For a categorical dependent variable, i.e., a multilabel classification problem, the natural choice for the distribution of $Y$ is the multinomial distribution. The resulting loss function, in case of $K$ categories, is given by
\begin{equation}
L(\underline{Y},\underline{P})=-\frac{1}{n}\sum_{i=1}^n\sum_{k=1}^K y_{ik}\ln{p_{ik}},
(\#eq:modelTrainingMultinomial)
\end{equation}
where $y_{ik}=1$ if the $k$-th category was noted for the $i$-th observation and 0 otherwise, and $p_{ik}$ is the probability of $y_{ik}$ being equal to 1. Function \@ref(eq:modelTrainingMultinomial) is often called "categorical cross-entropy" in machine-learning literature. Also in this case, optimal parameters $\hat{\underline{\beta}}$, resulting from equation \@ref(eq:modelTrainingEq0), have to be found by numerical optimization algorithms.
<!---Apart from linear models for $y$ there is a large variety of predictive models. Find a good overview of different techniques for model development in ,,Modern Applied Statistics with S" [@MASSbook] or ,,Applied predictive modelling" [@Kuhn2013].
--->
## Model audit {#validation}
As indicated in Figure \@ref(fig:mdpGeneral), the modelling process starts with some crisp early versions that are fine-tuned in consecutive iterations. To arrive at a final model, we usually have got to evaluate (audit) numerous candidate models that. In this book, we introduce techniques that allow: \index{Model | audit}
* decomposing a model's predictions into components that can be attributed to particular explanatory variables (Chapters \@ref(breakDown)--\@ref(LIME)).
* conducting sensitivity analysis for a model's predictions (Chapter \@ref(ceterisParibus)--\@ref(localDiagnostics)).
* summarizing the predictive performance of a model (Chapter \@ref(modelPerformance)). In particular, the presented measures are usually used to trace the progress in model development.
* assessing the importance of an explanatory variable (Chapter \@ref(featureImportance)).
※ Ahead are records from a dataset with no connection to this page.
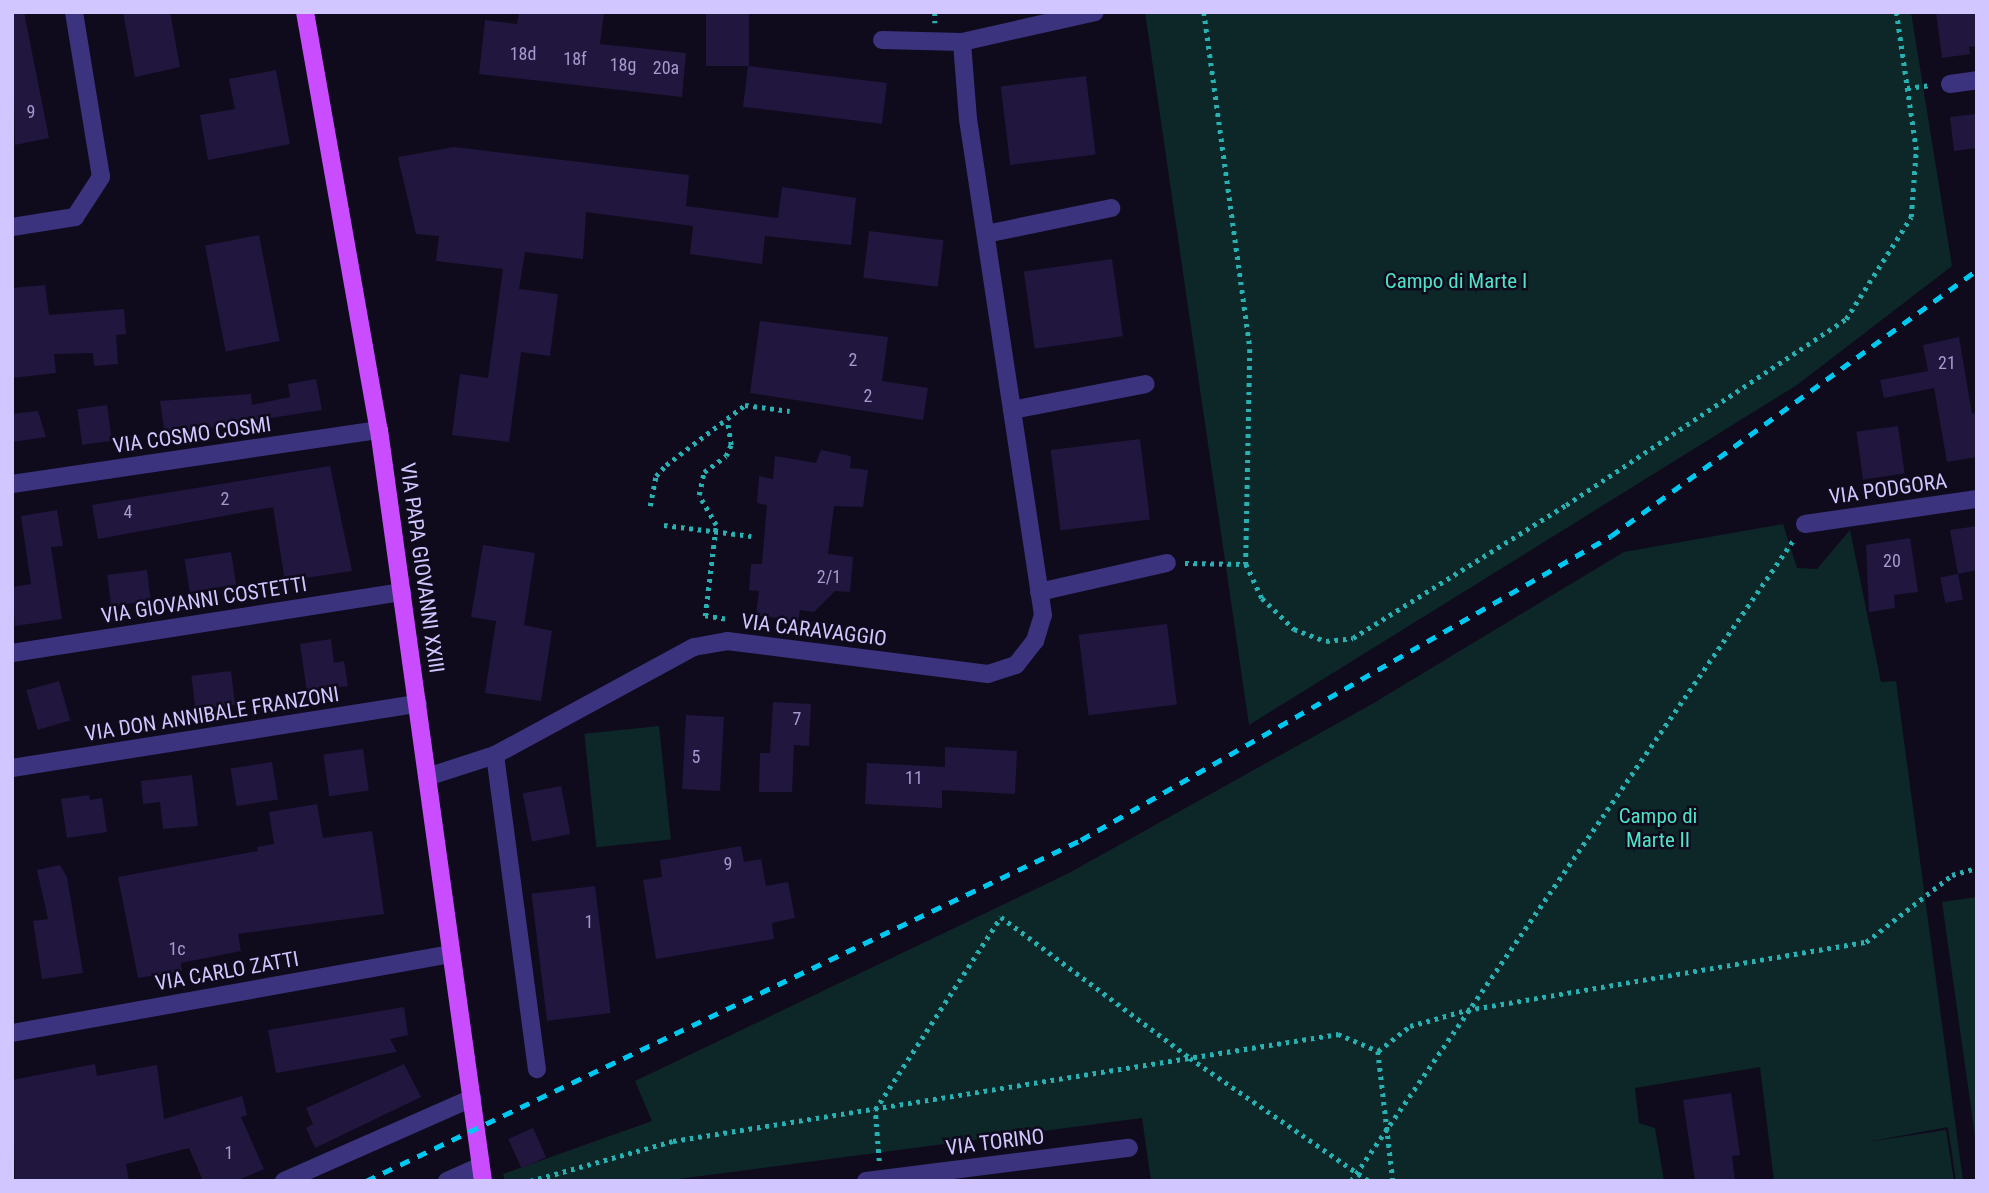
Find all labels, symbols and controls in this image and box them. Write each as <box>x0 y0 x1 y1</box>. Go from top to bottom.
house number: 18d <box>510 43 536 65</box>
house number: 18f <box>563 48 587 70</box>
house number: 18g <box>610 54 636 76</box>
house number: 20a <box>653 57 679 79</box>
house number: 9 <box>27 101 35 123</box>
park label: Campo di Marte I <box>1385 268 1527 294</box>
house number: 2 <box>849 349 857 371</box>
house number: 21 <box>1938 352 1956 374</box>
house number: 2 <box>864 385 872 407</box>
street label: VIA COSMO COSMI <box>111 411 273 459</box>
street label: VIA PAPA GIOVANNI XXIII <box>395 461 449 675</box>
street label: VIA PODGORA <box>1827 468 1949 510</box>
house number: 2 <box>221 488 229 510</box>
house number: 4 <box>124 501 132 523</box>
house number: 20 <box>1883 550 1901 572</box>
house number: 2/1 <box>817 566 841 588</box>
street label: VIA GIOVANNI COSTETTI <box>99 571 309 629</box>
street label: VIA CARAVAGGIO <box>740 609 888 651</box>
street label: VIA DON ANNIBALE FRANZONI <box>83 681 341 747</box>
house number: 7 <box>793 708 801 730</box>
house number: 5 <box>692 746 700 768</box>
house number: 11 <box>905 767 923 789</box>
park label: Campo di Marte II <box>1619 803 1697 853</box>
house number: 9 <box>724 853 732 875</box>
house number: 1 <box>585 911 593 933</box>
house number: 1c <box>168 938 186 960</box>
street label: VIA CARLO ZATTI <box>153 946 301 996</box>
street label: VIA TORINO <box>944 1123 1046 1161</box>
house number: 1 <box>225 1142 233 1164</box>

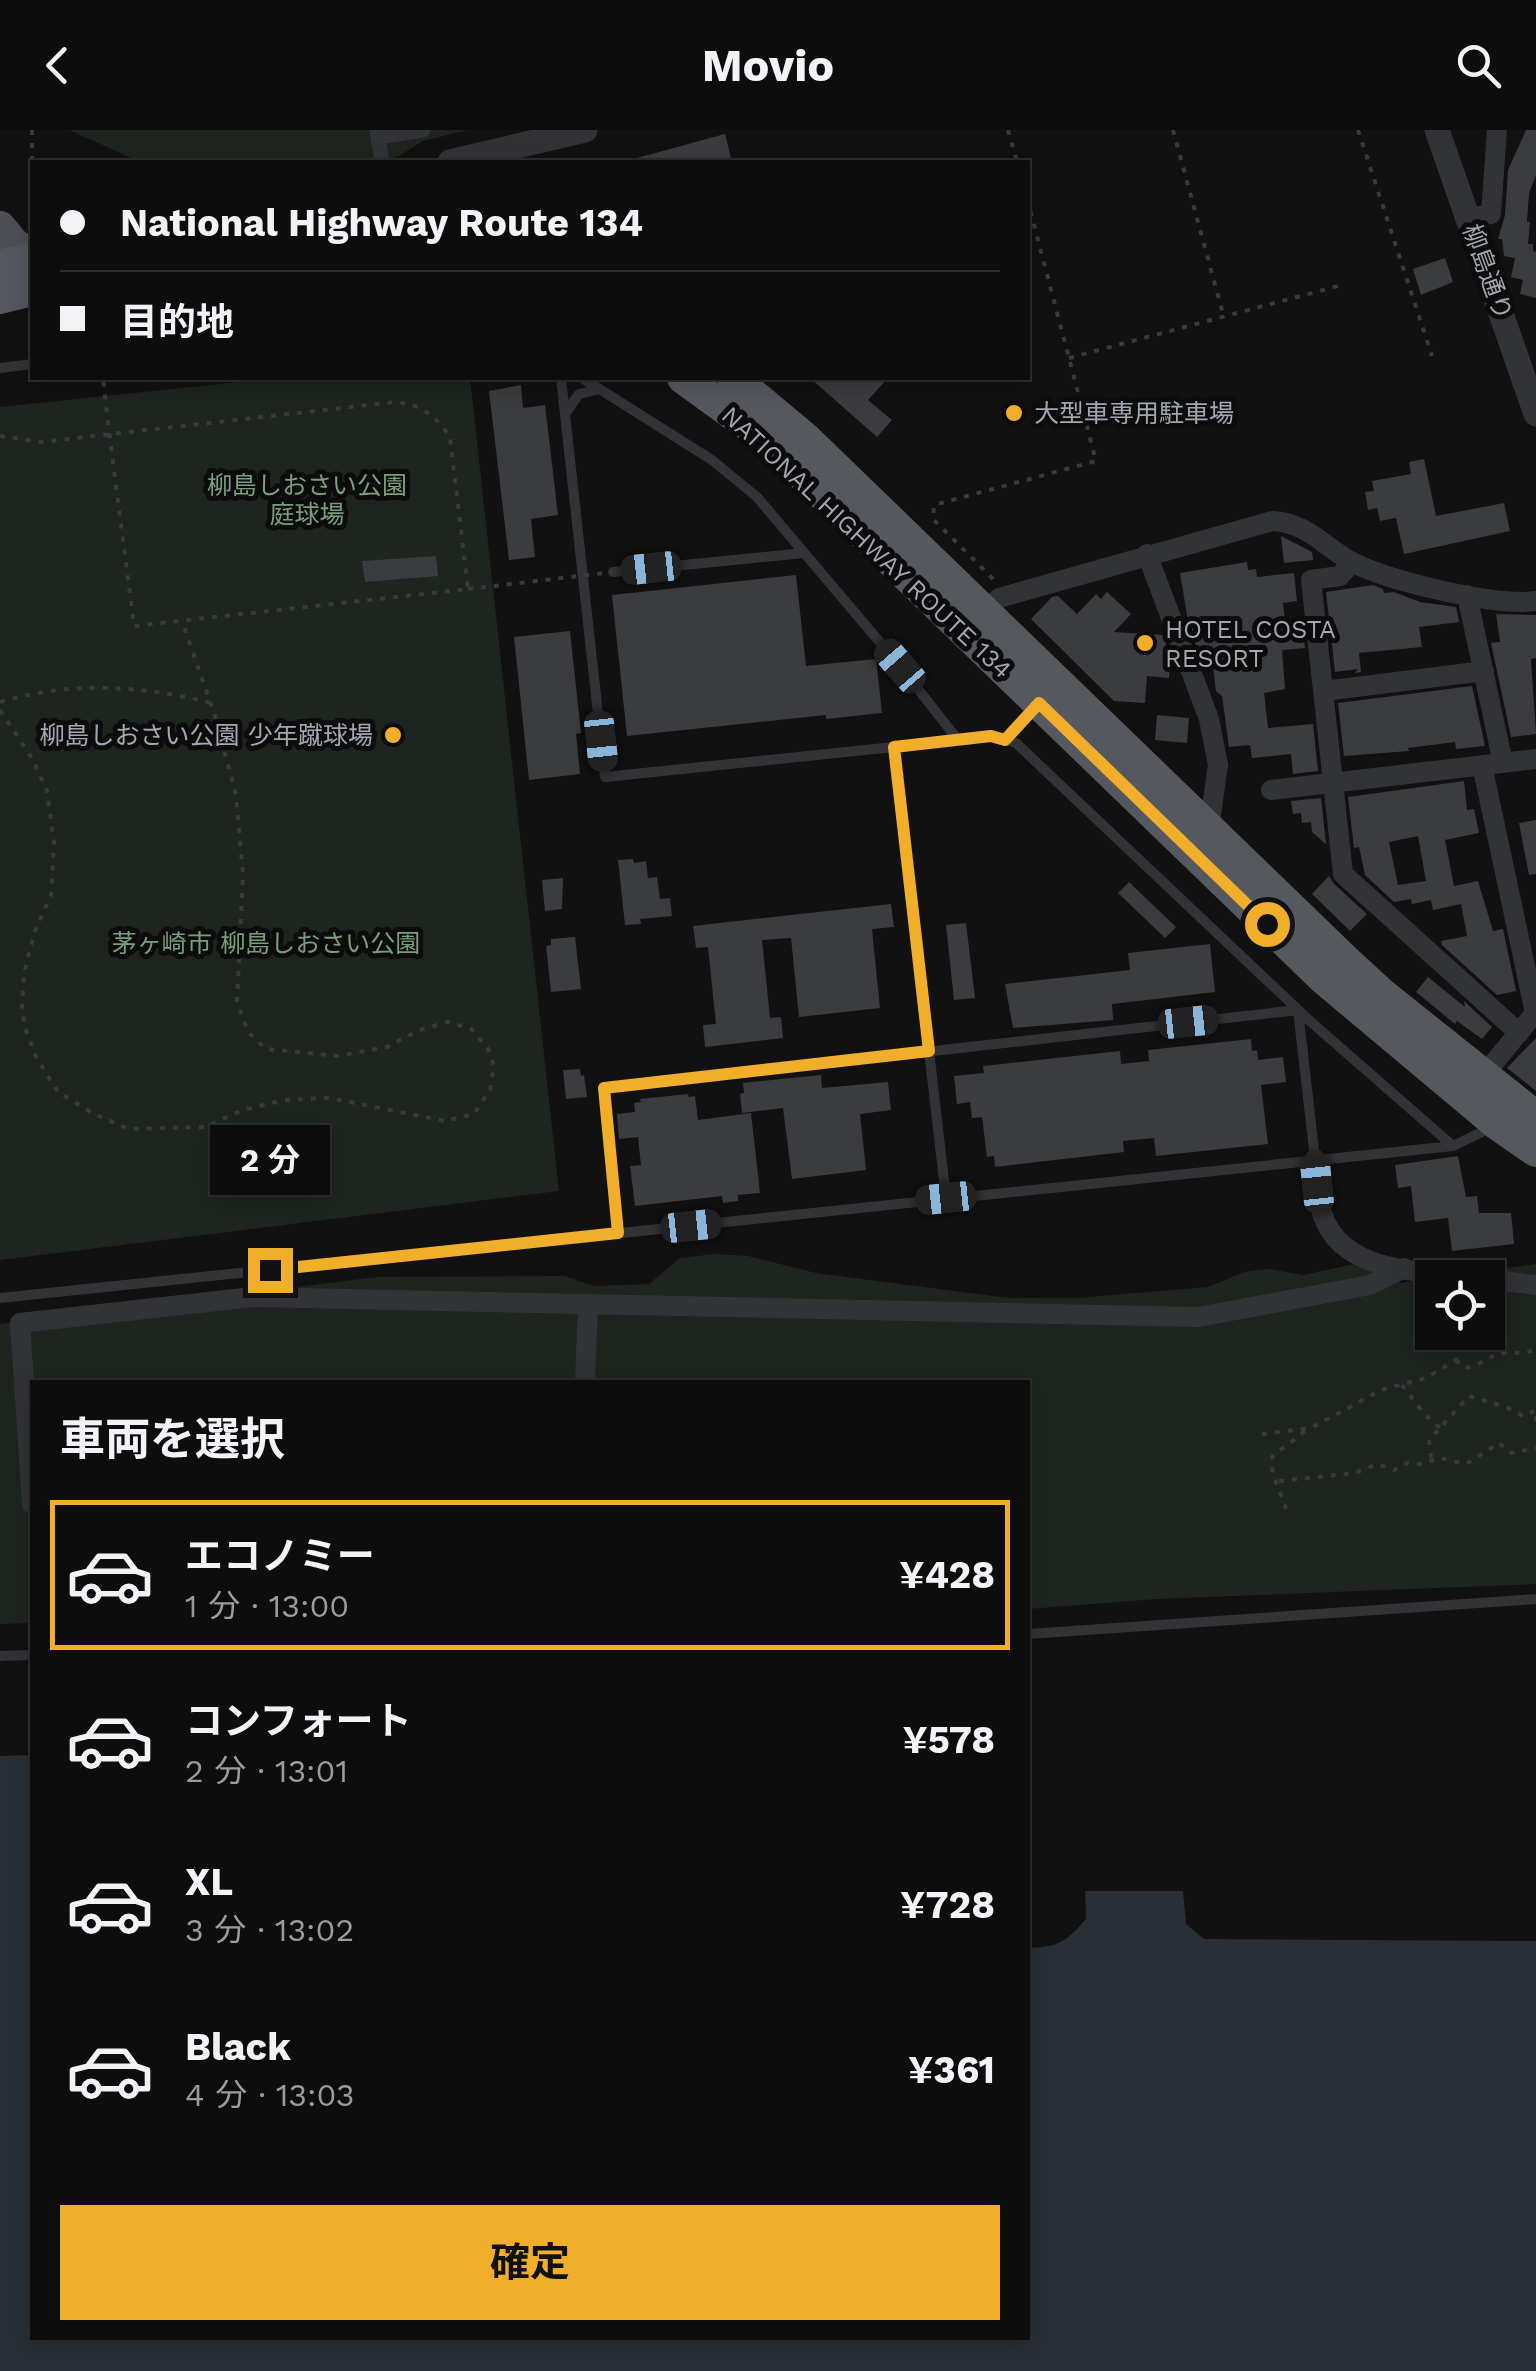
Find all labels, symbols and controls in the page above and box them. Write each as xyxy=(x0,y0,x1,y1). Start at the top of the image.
icon: back xyxy=(30,38,85,93)
icon: search xyxy=(1451,38,1506,93)
text: Movio xyxy=(702,39,834,92)
text: National Highway Route 134 xyxy=(120,201,643,245)
street label: 柳島通り xyxy=(1457,220,1518,324)
text: 目的地 xyxy=(120,300,234,344)
place label: 大型車専用駐車場 xyxy=(1034,399,1234,428)
street label: NATIONAL HIGHWAY ROUTE 134 xyxy=(716,401,1017,684)
marker: 大型車専用駐車場 xyxy=(1003,402,1025,424)
park label: 柳島しおさい公園 庭球場 xyxy=(207,471,407,529)
car xyxy=(620,550,682,586)
place label: HOTEL COSTA RESORT xyxy=(1165,615,1336,673)
marker: HOTEL COSTA RESORT xyxy=(1134,632,1156,654)
car xyxy=(869,634,931,698)
car xyxy=(583,710,619,772)
place label: 柳島しおさい公園 少年蹴球場 xyxy=(39,721,373,750)
marker: 柳島しおさい公園 少年蹴球場 xyxy=(382,724,404,746)
route start xyxy=(1245,902,1290,947)
park label: 茅ヶ崎市 柳島しおさい公園 xyxy=(112,929,420,958)
car xyxy=(1157,1004,1219,1040)
callout: 2 分 xyxy=(210,1125,330,1195)
text: 2 分 xyxy=(240,1141,300,1179)
car xyxy=(1299,1152,1335,1214)
car xyxy=(915,1180,977,1216)
car xyxy=(660,1208,722,1244)
route end xyxy=(248,1248,293,1293)
map controls xyxy=(1415,1260,1505,1350)
button: locate xyxy=(1415,1260,1505,1350)
text: 車両を選択 xyxy=(60,1413,285,1466)
icon: car xyxy=(65,1530,155,1620)
text: エコノミー xyxy=(185,1534,375,1578)
text: ¥428 xyxy=(899,1553,995,1597)
text: 1 分 · 13:00 xyxy=(185,1587,349,1625)
icon: car xyxy=(65,1695,155,1785)
text: コンフォート xyxy=(185,1699,412,1743)
text: ¥578 xyxy=(903,1718,995,1762)
text: 2 分 · 13:01 xyxy=(185,1752,348,1790)
icon: car xyxy=(65,1860,155,1950)
text: XL xyxy=(185,1860,233,1904)
text: ¥728 xyxy=(900,1883,995,1927)
text: 3 分 · 13:02 xyxy=(185,1911,354,1949)
icon: car xyxy=(65,2025,155,2115)
text: Black xyxy=(185,2025,291,2069)
text: ¥361 xyxy=(908,2048,995,2092)
text: 4 分 · 13:03 xyxy=(185,2076,354,2114)
button: 確定 xyxy=(60,2205,1000,2320)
The techniques can be helpful in reducing the set of explanatory variables to be included in a model in the fine-tuning stage.
* evaluating the effect of an explanatory variable on a model's predictions (Chapters \@ref(partialDependenceProfiles)--\@ref(accumulatedLocalProfiles)).
* detailed examination of both overall and instance-specific model performance (Chapter \@ref(residualDiagnostic)). These are residual-diagnostic tools that can help in identifying potential causes that may lead to issues with model performance.
All those techniques can be used to evaluate the current version of a model and to get suggestions for possible improvements. The improvements may be developed and evaluated in the next crisp-modelling or fine-tuning phase.